• **ASSIGNMENT**:
The required output is every record, reproduced exactly.

☆ ☆ ☆ ☆

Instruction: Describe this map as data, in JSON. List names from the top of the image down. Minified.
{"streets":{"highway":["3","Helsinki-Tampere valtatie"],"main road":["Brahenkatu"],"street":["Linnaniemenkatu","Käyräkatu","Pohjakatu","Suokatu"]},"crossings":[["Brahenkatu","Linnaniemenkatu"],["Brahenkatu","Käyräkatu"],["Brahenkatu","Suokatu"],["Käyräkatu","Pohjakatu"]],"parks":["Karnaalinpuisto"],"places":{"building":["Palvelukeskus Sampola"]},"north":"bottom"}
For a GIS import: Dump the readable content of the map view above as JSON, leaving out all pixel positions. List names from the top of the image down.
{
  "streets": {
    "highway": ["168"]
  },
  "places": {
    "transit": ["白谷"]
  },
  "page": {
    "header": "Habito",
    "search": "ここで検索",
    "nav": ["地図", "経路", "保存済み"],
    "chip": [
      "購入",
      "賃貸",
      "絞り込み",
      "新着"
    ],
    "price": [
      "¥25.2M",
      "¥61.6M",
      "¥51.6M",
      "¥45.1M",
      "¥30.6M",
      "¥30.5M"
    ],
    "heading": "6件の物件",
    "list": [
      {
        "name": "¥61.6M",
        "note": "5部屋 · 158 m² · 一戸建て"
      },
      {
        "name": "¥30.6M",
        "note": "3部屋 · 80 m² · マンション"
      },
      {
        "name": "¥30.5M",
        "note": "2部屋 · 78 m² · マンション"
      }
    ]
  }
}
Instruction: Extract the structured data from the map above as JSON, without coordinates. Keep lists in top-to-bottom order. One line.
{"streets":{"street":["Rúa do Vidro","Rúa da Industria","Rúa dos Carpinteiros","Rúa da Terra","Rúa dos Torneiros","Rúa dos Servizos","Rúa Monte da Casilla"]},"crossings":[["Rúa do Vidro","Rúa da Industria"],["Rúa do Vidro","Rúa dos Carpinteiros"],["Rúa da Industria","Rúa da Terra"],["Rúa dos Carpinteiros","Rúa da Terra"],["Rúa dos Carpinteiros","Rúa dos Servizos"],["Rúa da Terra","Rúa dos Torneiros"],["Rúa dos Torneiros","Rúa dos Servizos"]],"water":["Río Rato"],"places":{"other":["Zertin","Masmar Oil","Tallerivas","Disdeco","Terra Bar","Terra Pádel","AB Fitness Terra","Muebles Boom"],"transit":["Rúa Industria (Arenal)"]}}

☆ ☆ ☆ ☆

• **OUTPUT FOR THIS TASK**:
Instruction: Describe this map as data, in JSON. List names from the top of the image down. Minified.
{"streets":{"highway":["3","Helsinki-Tampere valtatie"],"main road":["Brahenkatu"],"street":["Linnaniemenkatu","Käyräkatu","Pohjakatu","Suokatu"]},"crossings":[["Brahenkatu","Linnaniemenkatu"],["Brahenkatu","Käyräkatu"],["Brahenkatu","Suokatu"],["Käyräkatu","Pohjakatu"]],"parks":["Karnaalinpuisto"],"places":{"building":["Palvelukeskus Sampola"]},"north":"bottom"}
For a GIS import: Dump the readable content of the map view above as JSON, leaving out all pixel positions. List names from the top of the image down.
{
  "streets": {
    "highway": ["168"]
  },
  "places": {
    "transit": ["白谷"]
  },
  "page": {
    "header": "Habito",
    "search": "ここで検索",
    "nav": ["地図", "経路", "保存済み"],
    "chip": [
      "購入",
      "賃貸",
      "絞り込み",
      "新着"
    ],
    "price": [
      "¥25.2M",
      "¥61.6M",
      "¥51.6M",
      "¥45.1M",
      "¥30.6M",
      "¥30.5M"
    ],
    "heading": "6件の物件",
    "list": [
      {
        "name": "¥61.6M",
        "note": "5部屋 · 158 m² · 一戸建て"
      },
      {
        "name": "¥30.6M",
        "note": "3部屋 · 80 m² · マンション"
      },
      {
        "name": "¥30.5M",
        "note": "2部屋 · 78 m² · マンション"
      }
    ]
  }
}
Instruction: Extract the structured data from the map above as JSON, without coordinates. Keep lists in top-to-bottom order. One line.
{"streets":{"street":["Rúa do Vidro","Rúa da Industria","Rúa dos Carpinteiros","Rúa da Terra","Rúa dos Torneiros","Rúa dos Servizos","Rúa Monte da Casilla"]},"crossings":[["Rúa do Vidro","Rúa da Industria"],["Rúa do Vidro","Rúa dos Carpinteiros"],["Rúa da Industria","Rúa da Terra"],["Rúa dos Carpinteiros","Rúa da Terra"],["Rúa dos Carpinteiros","Rúa dos Servizos"],["Rúa da Terra","Rúa dos Torneiros"],["Rúa dos Torneiros","Rúa dos Servizos"]],"water":["Río Rato"],"places":{"other":["Zertin","Masmar Oil","Tallerivas","Disdeco","Terra Bar","Terra Pádel","AB Fitness Terra","Muebles Boom"],"transit":["Rúa Industria (Arenal)"]}}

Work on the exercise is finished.